TDM 10100: Project 7 — 2022

Motivation: A couple of bread-and-butter functions that are a part of the base R are: subset, and merge. subset provides a more natural way to filter and select data from a data.frame. merge brings the principals of combining data that SQL uses, to R.

Context: We’ve been getting comfortable working with data in within the R environment. Now we are going to expand our toolset with these useful functions, all the while gaining experience and practice wrangling data!

Scope: r, subset, merge, tapply

Learning Objectives
  • Gain proficiency using split, merge, and subset.

  • Demonstrate the ability to use the following functions to solve data-driven problem(s): mean, var, table, cut, paste, rep, seq, sort, order, length, unique, etc.

  • Read and write basic (csv) data.

  • Explain and demonstrate: positional, named, and logical indexing.

  • Demonstrate how to use tapply to solve data-driven problems.

Make sure to read about, and use the template found here, and the important information about projects submissions here.


The following questions will use the following dataset(s):

  • /anvil/projects/tdm/data/movies_and_tv/titles.csv

  • /anvil/projects/tdm/data/movies_and_tv/episodes.csv

  • /anvil/projects/tdm/data/movies_and_tv/people.csv

  • /anvil/projects/tdm/data/movies_and_tv/ratings.csv


Question 1

Please select 6000 memory when launching Jupyter for this project.

Data can come in a lot of different formats and from a lot of different locations. It is not uncommon to have one or more files that need to be combined together before analysis is performed. merge is a popular function in most data wrangling libraries. It is extremely similar and essentially equivalent to a JOIN in SQL.

Read in each of the datasets into data.frames called: titles, episodes, people, and ratings.

Read the data in using the following code. fread is a very fast and efficient way to read in data.


titles <- data.frame(fread("/anvil/projects/tdm/data/movies_and_tv/titles.csv"))
episodes <- data.frame(fread("/anvil/projects/tdm/data/movies_and_tv/episodes.csv"))
people <- data.frame(fread("/anvil/projects/tdm/data/movies_and_tv/people.csv"))
ratings <- data.frame(fread("/anvil/projects/tdm/data/movies_and_tv/ratings.csv"))
  • What are all the different listed genres (in the titles table)?

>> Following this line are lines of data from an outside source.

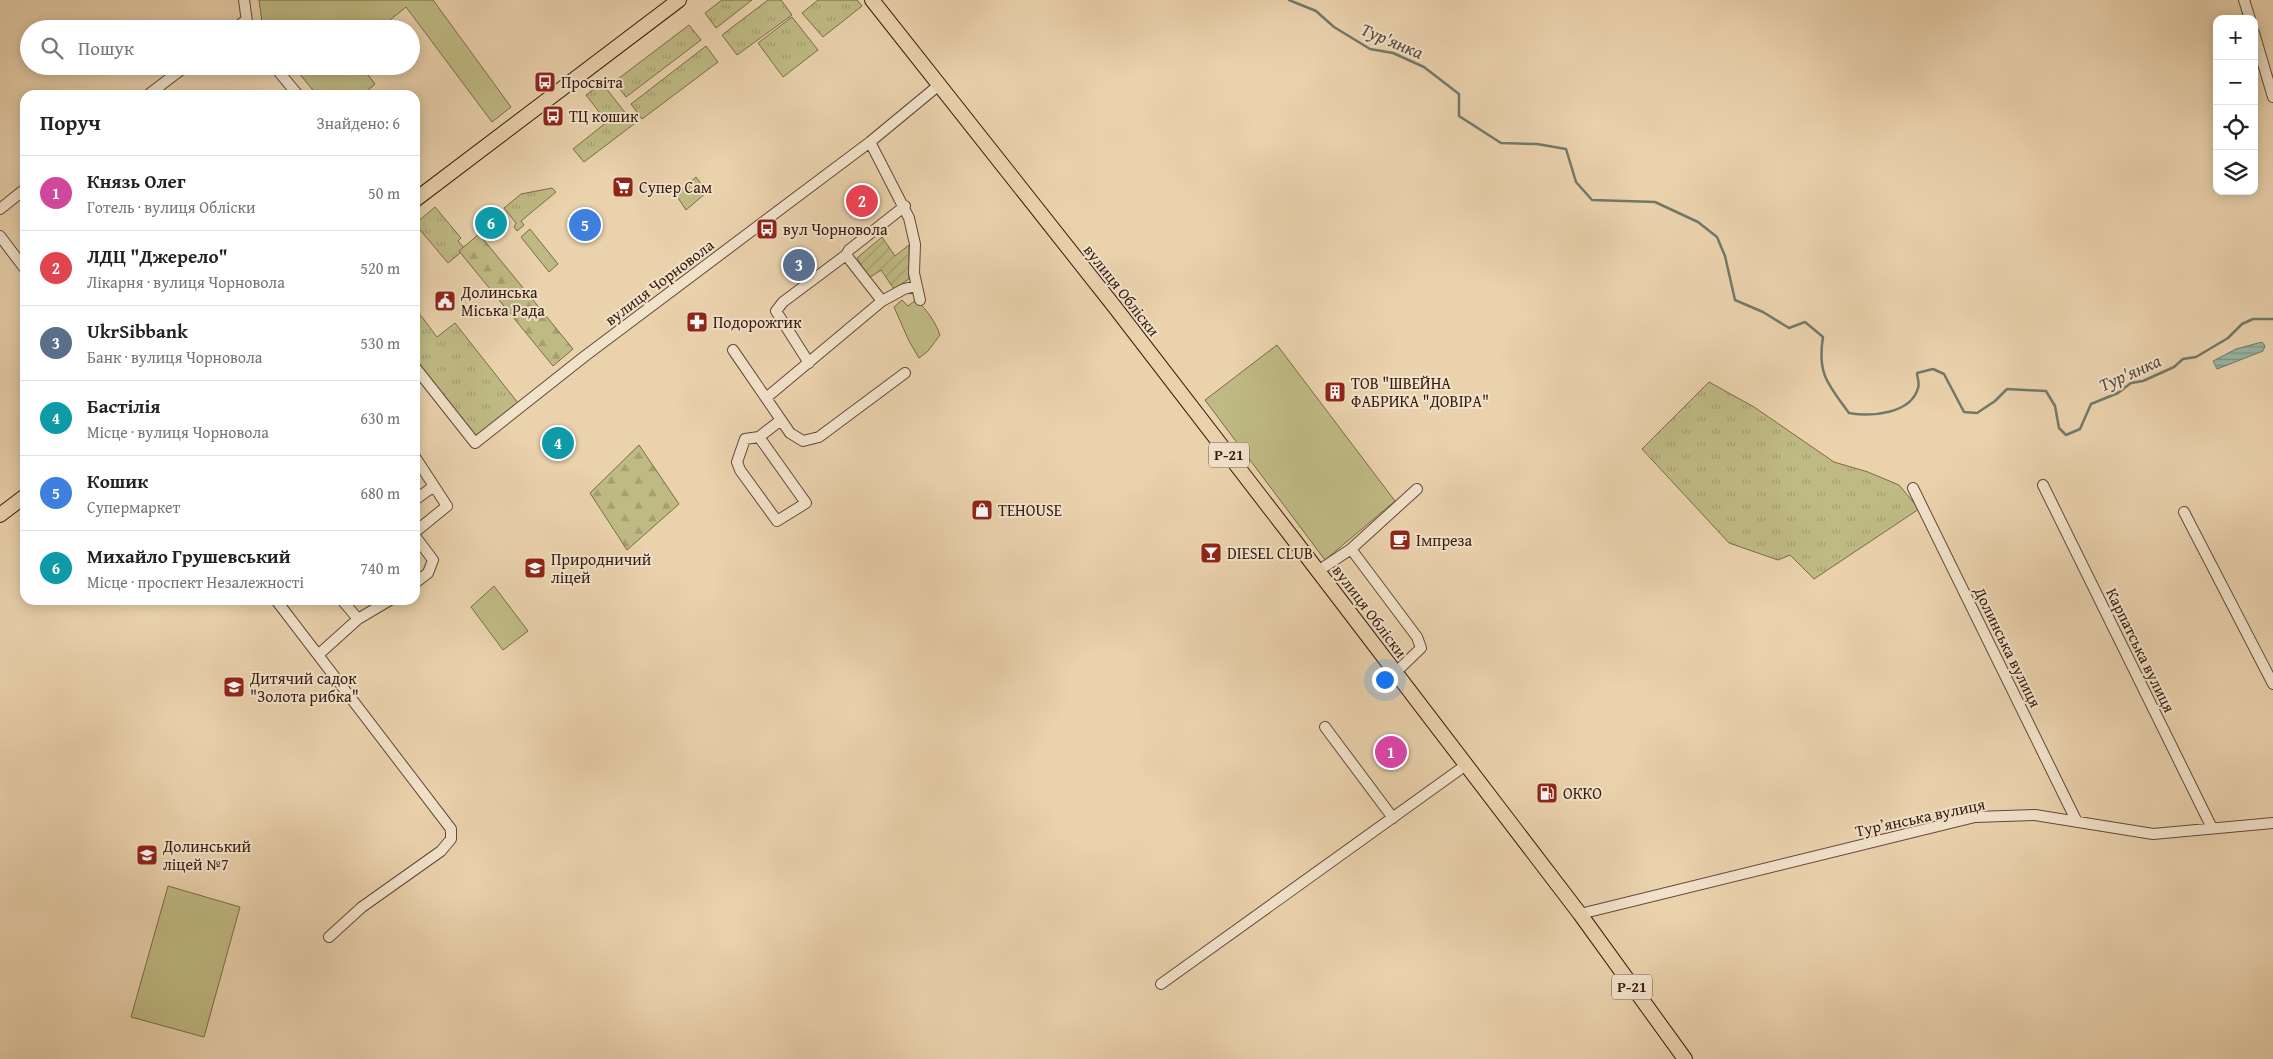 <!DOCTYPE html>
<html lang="uk">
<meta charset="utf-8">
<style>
:root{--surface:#fff;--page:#f2f2f2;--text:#222;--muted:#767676;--line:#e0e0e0;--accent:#b45309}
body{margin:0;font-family:"Gentium Book Plus",serif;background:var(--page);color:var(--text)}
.controls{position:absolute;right:15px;top:15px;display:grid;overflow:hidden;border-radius:10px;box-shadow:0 2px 12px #0003}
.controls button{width:45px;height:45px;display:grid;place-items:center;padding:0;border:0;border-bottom:1px solid var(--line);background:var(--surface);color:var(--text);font:25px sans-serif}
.you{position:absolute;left:1384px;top:679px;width:18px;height:18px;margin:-12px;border:4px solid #fff;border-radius:50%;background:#1a73e8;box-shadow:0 0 0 8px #1a73e833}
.badge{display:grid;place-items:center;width:32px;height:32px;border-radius:50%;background:var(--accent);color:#fff;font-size:16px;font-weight:700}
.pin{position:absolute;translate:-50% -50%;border:2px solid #fff;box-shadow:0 1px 5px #0006}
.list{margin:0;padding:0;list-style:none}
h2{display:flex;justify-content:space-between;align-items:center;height:65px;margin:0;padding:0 20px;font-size:21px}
h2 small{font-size:16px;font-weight:400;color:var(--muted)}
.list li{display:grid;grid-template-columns:32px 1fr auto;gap:15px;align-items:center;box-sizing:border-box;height:75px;padding:0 20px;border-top:1px solid var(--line)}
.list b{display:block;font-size:19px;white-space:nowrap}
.list p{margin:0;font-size:16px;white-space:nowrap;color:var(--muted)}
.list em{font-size:16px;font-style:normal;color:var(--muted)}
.icon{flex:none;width:28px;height:28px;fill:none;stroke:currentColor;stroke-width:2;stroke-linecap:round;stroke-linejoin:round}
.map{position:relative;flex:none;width:2273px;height:1059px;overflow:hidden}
.search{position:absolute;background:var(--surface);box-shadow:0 2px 12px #0003;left:20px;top:20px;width:400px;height:55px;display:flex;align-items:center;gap:12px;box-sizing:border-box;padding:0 18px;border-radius:28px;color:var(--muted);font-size:19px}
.panel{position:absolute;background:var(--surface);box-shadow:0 2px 12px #0003;left:20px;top:90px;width:400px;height:515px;border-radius:15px}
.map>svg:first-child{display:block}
</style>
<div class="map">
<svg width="2273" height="1059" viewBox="0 0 2273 1059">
<defs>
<pattern id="grass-tufts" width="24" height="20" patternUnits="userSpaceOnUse" patternTransform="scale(1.25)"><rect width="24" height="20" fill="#bfba84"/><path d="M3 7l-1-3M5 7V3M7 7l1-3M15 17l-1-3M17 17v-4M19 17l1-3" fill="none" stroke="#a59f71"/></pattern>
<pattern id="forest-firs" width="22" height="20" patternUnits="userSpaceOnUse" patternTransform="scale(1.25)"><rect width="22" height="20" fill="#bfba84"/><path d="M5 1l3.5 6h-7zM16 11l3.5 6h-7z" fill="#a59f71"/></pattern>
<pattern id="garden-furrows" width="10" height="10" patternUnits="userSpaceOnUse" patternTransform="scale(1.25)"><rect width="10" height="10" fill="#bfba84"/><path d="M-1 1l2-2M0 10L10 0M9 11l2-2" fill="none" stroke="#a59f71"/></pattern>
<pattern id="water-rules" width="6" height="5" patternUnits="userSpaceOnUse" patternTransform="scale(1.25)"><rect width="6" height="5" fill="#98b8a6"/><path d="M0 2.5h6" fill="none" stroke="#7d9586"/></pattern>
</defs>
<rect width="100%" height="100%" fill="#ead2ad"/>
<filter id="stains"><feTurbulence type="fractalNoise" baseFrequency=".004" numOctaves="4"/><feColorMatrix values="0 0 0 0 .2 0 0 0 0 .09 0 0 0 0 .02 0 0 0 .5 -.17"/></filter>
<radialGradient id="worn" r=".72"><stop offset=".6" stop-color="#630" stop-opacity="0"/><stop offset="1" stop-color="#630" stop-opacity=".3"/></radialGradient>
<path fill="url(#grass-tufts)" stroke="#7b6a49" d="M722,0H752L716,28L705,13Z
M768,0H781L792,15L737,55L722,35Z
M818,0H857L862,6L823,37L802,13Z
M792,17L818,50L783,77L758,43Z
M689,25L701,40L626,97L614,82Z
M706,46L718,62L642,119L631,104Z
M602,83L634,124L584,162L573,149L607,122L586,95Z
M552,188L556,192L521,221L524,225L517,231L514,227L516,223L504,208L521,194Z
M435,207L461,238L458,241L465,249L448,263L415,224Z
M419,313L437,337L455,323L518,403L476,437L415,361V334L419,331L415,326V316Z
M1709,382L1754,407L1834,462L1868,472L1899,485L1919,509L1814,579L1790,555L1778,560L1729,543L1642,449Z"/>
<path fill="url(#forest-firs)" stroke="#7b6a49" d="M479,234L573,349L553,366L459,251Z
M639,445L679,504L627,550L590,493Z"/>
<path fill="#bfba84" stroke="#7b6a49" d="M259,0H433L511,107L492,122L406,7L379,29H263Z
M293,66H361L375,84L363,95H317Z
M696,177L707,192L686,210L676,195Z
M530,229L558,264L549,272L521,237Z
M902,300L908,306L916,300C927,310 935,321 940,335L928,351L919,358L909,341L894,307Z
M1277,345L1395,501L1325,560L1205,400Z
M494,586L528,631L503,650L471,607Z
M168,886L240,907L204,1037L131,1017Z"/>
<path fill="url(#garden-furrows)" stroke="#7b6a49" d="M882,237L895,256L909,245V279L894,289L881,270L869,278L857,258Z"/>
<path fill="url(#water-rules)" stroke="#717969" d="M2262,342L2265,346L2263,351L2217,369L2213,361L2236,349Z"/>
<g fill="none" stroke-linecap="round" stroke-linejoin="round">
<path stroke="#717969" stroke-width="2.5" d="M1289,0L1316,11L1334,27L1370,49L1393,53L1424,67L1459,94V116L1501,143L1537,144L1566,149L1576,182L1592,200L1655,202L1698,222L1717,237L1725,256L1735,300L1763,312L1789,328L1805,322L1823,337C1817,374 1828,384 1849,413C1871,417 1911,414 1918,388C1920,384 1917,377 1917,373L1933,369L1944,374L1964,412L1977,413L1995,401L2007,389L2046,391L2055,406L2059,428L2066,435L2080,429L2091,404L2118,393L2131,383L2143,381L2174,367L2183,359L2196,357L2228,338L2242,324L2253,319H2273"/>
<g stroke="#644836" stroke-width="12">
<path id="minor" d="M244,0L248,29
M2244,0L2250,19
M234,29L246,20
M2254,33L2273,97
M274,66L298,95
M148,95L186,66
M870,142L909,218L915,244L914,273L920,300
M0,209L25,189
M0,236L25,269
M882,301L904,289L916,286
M733,350L790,433L803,441L819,437L905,373
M809,363L776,311L783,302L846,255L849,250L905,206
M415,367L475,443L585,356L870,142L939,85
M766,398L882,301L846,255
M759,437L745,439L737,462L740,470L777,521L806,503L759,437L781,420
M415,457L447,506L415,532
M2043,485L2212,828
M1913,488L2076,820
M415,500L434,486
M2184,512L2273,684
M415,536L433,560L428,573L415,583
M1351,549L1417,637L1421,648L1395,673
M1318,571L1351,549L1417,489
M276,600L451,829V839L441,851L362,907L329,937
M358,619L390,600
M318,655L358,619L342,600
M1325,727L1393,818
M1580,914L1975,817L2035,815L2153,834L2273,823
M1161,984L1466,765"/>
</g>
<g stroke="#371a0e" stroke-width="16">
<path id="major" d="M872,0L1114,306L1318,571L1580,914L1685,1059
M415,200L679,0
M0,515L25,496"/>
</g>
<use href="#minor" stroke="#f1e2ca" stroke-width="10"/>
<use href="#major" stroke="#ead2ad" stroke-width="14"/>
</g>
<defs>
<g id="bus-square" transform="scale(1.125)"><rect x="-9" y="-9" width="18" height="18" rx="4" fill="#8f2418" stroke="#f1e2ca"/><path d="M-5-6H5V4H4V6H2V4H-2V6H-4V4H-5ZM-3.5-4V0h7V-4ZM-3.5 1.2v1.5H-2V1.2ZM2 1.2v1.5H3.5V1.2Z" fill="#fff"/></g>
<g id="supermarket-square" transform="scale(1.125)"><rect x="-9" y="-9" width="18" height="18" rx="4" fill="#8f2418" stroke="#f1e2ca"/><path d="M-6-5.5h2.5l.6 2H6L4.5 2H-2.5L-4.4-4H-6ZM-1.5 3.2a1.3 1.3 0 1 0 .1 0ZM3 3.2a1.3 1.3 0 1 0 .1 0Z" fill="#fff"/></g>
<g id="civic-square" transform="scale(1.125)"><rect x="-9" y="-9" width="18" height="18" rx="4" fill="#8f2418" stroke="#f1e2ca"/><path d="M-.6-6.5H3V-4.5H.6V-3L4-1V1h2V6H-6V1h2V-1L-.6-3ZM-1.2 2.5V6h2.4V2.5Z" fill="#fff"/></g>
<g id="pharmacy-square" transform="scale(1.125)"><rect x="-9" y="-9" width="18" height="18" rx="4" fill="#8f2418" stroke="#f1e2ca"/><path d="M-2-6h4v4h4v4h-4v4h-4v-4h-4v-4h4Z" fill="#fff"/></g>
<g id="building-square" transform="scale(1.125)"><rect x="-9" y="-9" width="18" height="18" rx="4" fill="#8f2418" stroke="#f1e2ca"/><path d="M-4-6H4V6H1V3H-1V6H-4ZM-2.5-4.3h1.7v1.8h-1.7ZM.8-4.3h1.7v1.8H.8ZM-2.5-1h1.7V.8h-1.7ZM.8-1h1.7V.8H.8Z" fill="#fff"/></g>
<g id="shop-square" transform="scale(1.125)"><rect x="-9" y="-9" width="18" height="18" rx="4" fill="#8f2418" stroke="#f1e2ca"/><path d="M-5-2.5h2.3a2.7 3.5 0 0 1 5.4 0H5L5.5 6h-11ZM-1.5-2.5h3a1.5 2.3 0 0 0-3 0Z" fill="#fff"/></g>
<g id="cafe-square" transform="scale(1.125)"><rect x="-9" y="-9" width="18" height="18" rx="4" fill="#8f2418" stroke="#f1e2ca"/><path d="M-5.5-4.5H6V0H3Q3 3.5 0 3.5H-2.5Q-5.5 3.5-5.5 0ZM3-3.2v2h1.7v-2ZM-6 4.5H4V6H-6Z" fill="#fff"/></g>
<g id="bar-square" transform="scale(1.125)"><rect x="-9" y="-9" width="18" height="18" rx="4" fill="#8f2418" stroke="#f1e2ca"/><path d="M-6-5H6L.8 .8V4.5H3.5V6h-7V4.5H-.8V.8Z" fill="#fff"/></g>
<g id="school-square" transform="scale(1.125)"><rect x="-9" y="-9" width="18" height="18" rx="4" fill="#8f2418" stroke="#f1e2ca"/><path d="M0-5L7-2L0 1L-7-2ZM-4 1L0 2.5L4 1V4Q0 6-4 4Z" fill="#fff"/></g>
<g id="fuel-square" transform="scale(1.125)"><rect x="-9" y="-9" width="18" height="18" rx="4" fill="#8f2418" stroke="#f1e2ca"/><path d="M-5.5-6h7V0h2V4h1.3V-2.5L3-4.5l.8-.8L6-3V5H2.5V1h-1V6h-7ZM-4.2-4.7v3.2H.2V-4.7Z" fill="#fff"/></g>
</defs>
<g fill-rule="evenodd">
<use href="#bus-square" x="545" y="82"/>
<use href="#bus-square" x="553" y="116"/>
<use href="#supermarket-square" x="623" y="187"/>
<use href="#bus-square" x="767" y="229"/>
<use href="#civic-square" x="445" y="301"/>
<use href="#pharmacy-square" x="697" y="322"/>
<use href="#building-square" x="1335" y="392"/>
<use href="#shop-square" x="982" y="510"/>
<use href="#cafe-square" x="1400" y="540"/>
<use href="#bar-square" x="1211" y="553"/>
<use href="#school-square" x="535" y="568"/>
<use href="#school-square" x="234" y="687"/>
<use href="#fuel-square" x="1547" y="793"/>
<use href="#school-square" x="147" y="855"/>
</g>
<g text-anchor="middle" stroke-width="4" stroke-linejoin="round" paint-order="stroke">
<g fill="#f1e2ca" stroke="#6f5646" stroke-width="1">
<rect x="1209" y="442.5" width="40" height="25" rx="4"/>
<rect x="1612" y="974.5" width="40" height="25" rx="4"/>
</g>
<g font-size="15" font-weight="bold" fill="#371a0e">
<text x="1229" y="460">Р-21</text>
<text x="1632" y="992">Р-21</text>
</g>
<g font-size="16" fill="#371a0e" stroke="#f1e2ca" text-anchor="start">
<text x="561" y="88">Просвіта</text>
<text x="569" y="122">ТЦ кошик</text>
<text x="639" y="193">Супер Сам</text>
<text x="783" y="235">вул Чорновола</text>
<text x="461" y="298">Долинська<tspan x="461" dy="18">Міська Рада</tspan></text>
<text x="713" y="328">Подорожгик</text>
<text x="1351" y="389">ТОВ "ШВЕЙНА<tspan x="1351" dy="18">ФАБРИКА "ДОВІРА"</tspan></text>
<text x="998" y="516">TEHOUSE</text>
<text x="1416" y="546">Імпреза</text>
<text x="1227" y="559">DIESEL CLUB</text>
<text x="551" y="565">Природничий<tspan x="551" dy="18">ліцей</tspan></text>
<text x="250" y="684">Дитячий садок<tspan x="250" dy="18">"Золота рибка"</tspan></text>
<text x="1563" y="799">ОККО</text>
<text x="163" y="852">Долинський<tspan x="163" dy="18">ліцей №7</tspan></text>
</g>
<g font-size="16" fill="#371a0e" stroke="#f1e2ca">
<text transform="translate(659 282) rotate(-37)" y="6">вулиця Чорновола</text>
<text transform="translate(1122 290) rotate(52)" y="6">вулиця Обліски</text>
<text transform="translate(1370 611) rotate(53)" y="6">вулиця Обліски</text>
<text transform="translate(2008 647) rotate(64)" y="6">Долинська вулиця</text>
<text transform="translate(2141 650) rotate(64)" y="6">Карпатська вулиця</text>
<text transform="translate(1920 817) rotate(-12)" y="6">Турʼянська вулиця</text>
</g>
<g font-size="18" font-style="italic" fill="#54493c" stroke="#f1e2ca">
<text transform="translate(1392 41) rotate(23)" y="6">Тур'янка</text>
<text transform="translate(2130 373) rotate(-24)" y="6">Тур'янка</text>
</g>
</g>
<rect width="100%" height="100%" filter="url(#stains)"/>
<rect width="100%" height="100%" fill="url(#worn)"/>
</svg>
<div class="controls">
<button>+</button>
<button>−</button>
<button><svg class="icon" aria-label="locate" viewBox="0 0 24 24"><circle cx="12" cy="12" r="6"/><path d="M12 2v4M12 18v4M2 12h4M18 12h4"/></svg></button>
<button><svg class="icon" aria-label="layers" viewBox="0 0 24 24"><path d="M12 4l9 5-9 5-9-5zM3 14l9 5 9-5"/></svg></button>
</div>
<div class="you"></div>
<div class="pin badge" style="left:1391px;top:752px;background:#d1479c">1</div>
<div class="pin badge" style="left:862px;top:201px;background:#e0444e">2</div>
<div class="pin badge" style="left:799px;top:265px;background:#5c6f8a">3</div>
<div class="pin badge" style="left:558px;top:443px;background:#0f9aa8">4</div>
<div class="pin badge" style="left:585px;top:225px;background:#3f7fe0">5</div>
<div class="pin badge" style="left:491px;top:223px;background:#0f9aa8">6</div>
<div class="search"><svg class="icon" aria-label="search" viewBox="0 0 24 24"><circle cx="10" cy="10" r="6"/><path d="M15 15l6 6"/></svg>Пошук</div>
<section class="panel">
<h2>Поруч<small>Знайдено: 6</small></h2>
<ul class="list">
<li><span class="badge" style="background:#d1479c">1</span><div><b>Князь Олег</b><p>Готель · вулиця Обліски</p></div><em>50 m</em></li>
<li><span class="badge" style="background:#e0444e">2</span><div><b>ЛДЦ &quot;Джерело&quot;</b><p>Лікарня · вулиця Чорновола</p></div><em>520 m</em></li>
<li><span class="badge" style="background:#5c6f8a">3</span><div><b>UkrSibbank</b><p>Банк · вулиця Чорновола</p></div><em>530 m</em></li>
<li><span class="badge" style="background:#0f9aa8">4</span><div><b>Бастілія</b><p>Місце · вулиця Чорновола</p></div><em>630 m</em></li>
<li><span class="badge" style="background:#3f7fe0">5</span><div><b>Кошик</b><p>Супермаркет</p></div><em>680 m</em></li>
<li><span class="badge" style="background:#0f9aa8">6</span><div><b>Михайло Грушевський</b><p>Місце · проспект Незалежності</p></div><em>740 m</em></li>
</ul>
</section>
</div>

  • Look at the years column and the genres column. In which year did the most comedies debut?

Items to submit
  • Code used to solve this problem.

  • Output from running the code.

Question 2

Use the episode_title_id column and the title_id column from the episodes and titles data.frame’s (respectively) to merge the two data.frames.

Ultimately, we want to end up with a new data.frame that contains the primary_title for every episodes in the episodes table. Use the merge function to accomplish this.

The merge function in R allows two data frames to be combined by common columns. This function allows the user to combine data similar to the way SQL would using `JOIN`s. Visual representation of SQL Joins

This is also a really great explanation of merge in R.

Items to submit
  • Code used to solve this problem.

  • Output from running the code.

Question 3

Use merge (a few times) to create a new data.frame that contains at least the following information for only the show called "Friends". "Friends" (the show itself) has a title_id of tt0108778. Each episode of Friends, has its own title_id which contains the information for the specific episode as well.

  • The primary_title of the episode — call it episode_title.

  • The primary_title of the show itself — call it show_title.

  • The rating of the show itself — call it show_rating.

  • The rating of the episode — call it episode_rating.

Start by getting a subset of the episodes table that contains only information for the show Friends. That way, we aren’t working with as much data.

Show the top 5 rows of your final data.frame that contain the top 5 rated episodes.

Items to submit
  • Code used to solve this problem.

  • Output from running the code.

Question 4

Use regular old indexing to find all episodes of friends with an episode_rating greater than 9 and season_number of exactly 5.

Repeat the process, but this time use the subset function instead.

Items to submit
  • Code used to solve this problem.

  • Output from running the code.

Question 5

subset is a sometimes useful function that allows you to index data.frame’s in a less verbose manner. Read this.

While it maybe appears to be a clean way to subset data, I’d suggest avoiding it over explicit long-form indexing. Read this fantastic article by Dr. Hadley Wickham on non-standard evaluation. Take for example, the following (a bit contrived) example using the dataframe we got in question (3).

season_number = 6
results[results$episode_rating > 9 & results$season_number == season_number,]
subset(results, episode_rating > 9 & season_number == season_number)

Read that provided article and do your best to explain why subset gets a different result than our example that uses regular indexing.

Items to submit
  • Code used to solve this problem.

  • Output from running the code.

Please make sure to double check that your submission is complete, and contains all of your code and output before submitting. If you are on a spotty internet connection, it is recommended to download your submission after submitting it to make sure what you think you submitted, was what you actually submitted.

In addition, please review our submission guidelines before submitting your project.